Apr 22, 2024
4:15pm - 4:45pm
Room 434, Level 4, Summit
Jia Liu1
Harvard University1
Large-scale brain mapping through brain-machine interfaces is important for deciphering neuron dynamics, addressing neurological disorders, and developing advanced neuroprosthetics. Ultimately, brain mapping aims to simultaneously record activities from millions, if not billions, of neurons with single-cell resolution, millisecond temporal resolution and cell-type specificity, across three-dimensional (3D) brain tissues over the course of brain development, learning, and aging. In this talk, I will first introduce flexible and soft bioelectronics with tissue-like properties that can track electrical activity from the same neurons in the brain of behaving animals over their entire adult life. Specifically, I will discuss the fundamental limitations of the electrochemical stability of soft electronic materials in bioelectronics and present our strategies to overcome these limitations, enabling a scalable platform for large-scale, long-term, stable brain mapping.
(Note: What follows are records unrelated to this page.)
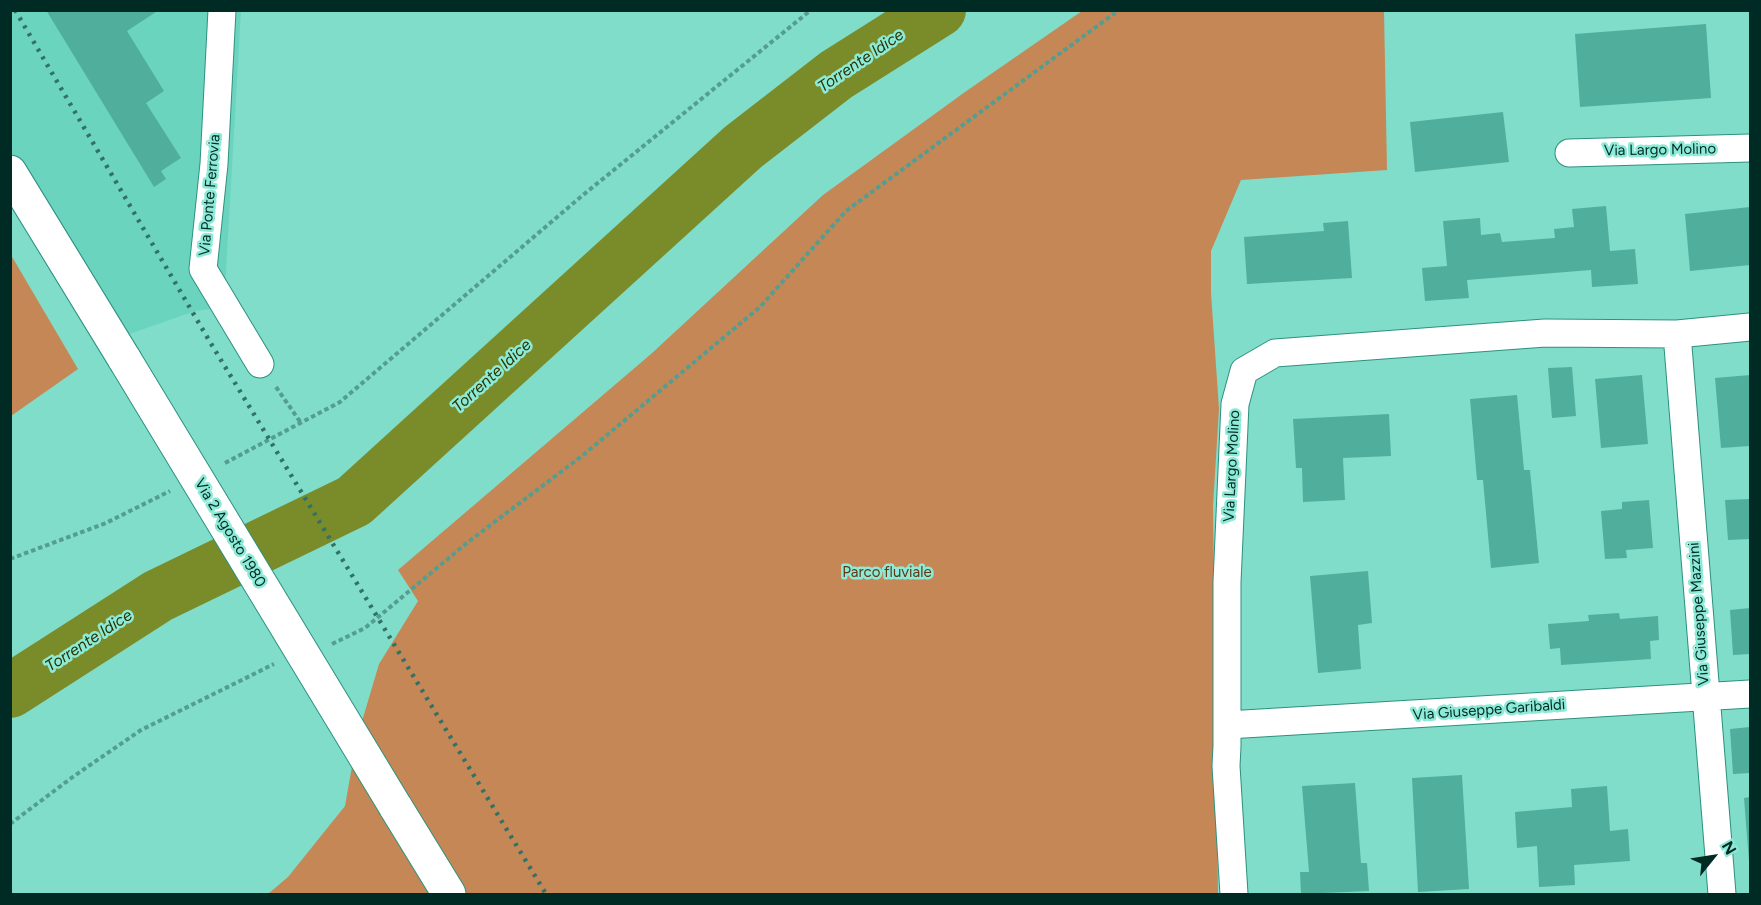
<!DOCTYPE html>
<html>
<head>
<meta charset="utf-8">
<style>
	body { margin:0 }
	#map { position:relative; width:1761px; height:905px; overflow:hidden; background:#80ddca; font-family:Figtree,sans-serif }
	canvas { display:block }
	.frame { position:absolute; inset:0; border:12px solid #002b24; pointer-events:none }
	.north { position:absolute; left:1683px; top:827px; width:60px; height:60px; -webkit-text-stroke:4px #8dead7; paint-order:stroke; rotate:60deg; font-size:16px; font-weight:700; line-height:24px; text-align:center; color:#002b24 }
	.north::after { content:''; display:block; margin:auto; width:21px; height:27px; background:#002b24; clip-path:polygon(50% 0,100% 100%,50% 72%,0 100%) }
</style>
</head>
<body>
<div id="map">
<canvas width="1761" height="905"></canvas>
<div class="frame"></div>
<div class="north">N</div>
</div>
<script>
const g = document.querySelector('canvas').getContext('2d');
g.lineJoin = 'round';
function paint(path, color) {
  g.fillStyle = color;
  g.fill(path, 'evenodd');
}
function trace(path, color, width, dash) {
  g.strokeStyle = color;
  g.lineWidth = width;
  g.lineCap = dash ? 'butt' : 'round';
  g.setLineDash(dash || []);
  g.stroke(path);
}
function drawText(font, color, halo, rows, align = 'center') {
  g.font = font + ' Figtree,sans-serif';
  g.lineWidth = 5;
  g.setLineDash([]);
  g.textBaseline = 'middle';
  g.strokeStyle = halo;
  g.fillStyle = color;
  for (const [text, x, y, turn = 0] of rows) {
    g.save();
    g.translate(x, y);
    g.rotate((+turn || 0) * Math.PI / 180);
    g.textAlign = isNaN(turn) ? turn : align;
    if (halo) g.strokeText(text, 0, 0);
    g.fillText(text, 0, 0);
    g.restore();
  }
}
paint(new Path2D(`
	M10,11H241L224,307L195,311L121,337L100,353L11,202Z`), '#6bd4bf');
paint(new Path2D(`
	M1082,11H1384L1387,170L1241,180L1211,251V293L1219,409L1213,506L1218,894H268L288,877L345,806L357,738L379,664L418,601L398,570L651,354L823,195L965,92Z
	M11,255L78,369L11,416H10Z`), '#c58755');
trace(new Path2D(`
	M10,691L158,596L354,501L743,147L836,75L939,10`), '#7a8c2a', 54);
paint(new Path2D(`
	M46,10H159L127,31L164,91L146,103L181,158L161,171L166,179L154,187Z
	M1706,24L1711,98L1580,107L1575,34Z
	M1503,112L1509,162L1415,172L1410,122Z
	M1606,206L1610,251L1635,249L1638,284L1592,287L1591,270L1467,280L1469,298L1425,301L1422,268L1447,266L1443,221L1480,218L1481,235L1500,233L1502,242L1555,238L1554,229L1574,227L1572,209Z
	M1750,207V265L1690,271L1685,214Z
	M1348,221L1352,278L1247,284L1244,237L1324,231L1323,223Z
	M1572,367L1576,416L1552,418L1548,368Z
	M1642,375L1648,444L1601,448L1595,379Z
	M1750,375V446L1721,448L1715,378Z
	M1517,395L1524,470H1530L1539,563L1491,568L1483,480H1477L1470,399Z
	M1389,414L1391,456L1343,458L1345,500L1303,502L1302,468H1296L1293,419Z
	M1750,499V539L1728,540L1725,500Z
	M1649,500L1653,548L1626,550L1627,558L1605,559L1601,511L1622,509V502Z
	M1368,571L1372,623L1358,625L1361,669L1318,673L1310,576Z
	M1750,608V654L1733,655L1730,610Z
	M1619,613L1620,619L1658,616L1659,640L1650,641L1651,659L1561,665L1560,648L1550,649L1548,624L1589,621L1588,615Z
	M1750,727V773L1733,774L1730,729Z
	M1462,775L1469,889L1418,892L1412,778Z
	M1355,783L1361,863H1367L1369,891L1301,894L1300,872H1309L1302,786Z
	M1607,786L1610,831L1628,829L1630,861L1574,865L1575,885L1539,887L1537,846L1517,848L1515,812L1572,807L1571,789Z
	M1750,797V861H1749L1744,798Z`), '#50ae9c');
const minor = new Path2D(`
	M222,10L214,164L203,269L260,364
	M1569,153L1750,148
	M1677,334L1722,894
	M1227,725L1750,694
	M1234,894L1226,766L1227,746V582L1235,404L1244,371L1275,353L1545,333L1677,334L1750,327`);
const primary = new Path2D(`
	M10,172L125,360
	M395,806L449,894`);
trace(minor, '#2d917f', 29);
trace(primary, '#2d917f', 35);
trace(new Path2D(`
	M276,387L301,423
	M225,463L340,402L583,195L811,10
	M10,559L106,523L170,491
	M332,644L365,628L468,542L582,456L760,307L846,211L1119,10
	M10,824L74,776L141,730L274,664`), '#539e90', 4, [4.5, 3]);
trace(minor, '#fff', 27);
trace(primary, '#fff', 33);
trace(new Path2D(`
	M15,10L210,342L546,894`), '#327165', 4.5, [3, 6]);
const primaryBridge = new Path2D(`
	M125,360L395,806`);
trace(primaryBridge, '#2d917f', 35, []);
trace(primaryBridge, '#fff', 33);
drawText('15px', '#002b24', '#8dead7', [
	["Via Largo Molino",1660,150,-1],
	["Via Ponte Ferrovia",210,195,-85],
	["Via Largo Molino",1232,466,-87],
	["Via 2 Agosto 1980",230,533,59],
	["Via Giuseppe Mazzini",1699,614,-94],
	["Via Giuseppe Garibaldi",1489,710,-4]
]);
drawText('15px', '#5e3714', '#8dead7', [
	["Parco fluviale",887,573]
]);
drawText('italic 16px', '#2a3300', '#8dead7', [
	["Torrente Idice",861,61,-34],
	["Torrente Idice",492,376,-42],
	["Torrente Idice",89,641,-33]
]);
</script>
</body>
</html>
Then, I will discuss the creation of “cyborg organisms”, achieved by embedding stretchable mesh-like electrode arrays in 2D sheets of stem/progenitor cells and reconfiguring them through 2D-to-3D organogenesis, which enables continuous 3D electrophysiology during the development of human stem cell-derived brain organoids and animal embryonic brains. Next, I will highlight our current efforts that merge 3D single-cell spatial transcriptomics, machine learning, and electrical recording, enabling cell-type-specific brain activity mapping. In conclusion, I will envision the fusion of soft and flexible electronics, spatial transcriptomics, and AI for a comprehensive brain cell functional atlas to enhance future brain-machine interface applications.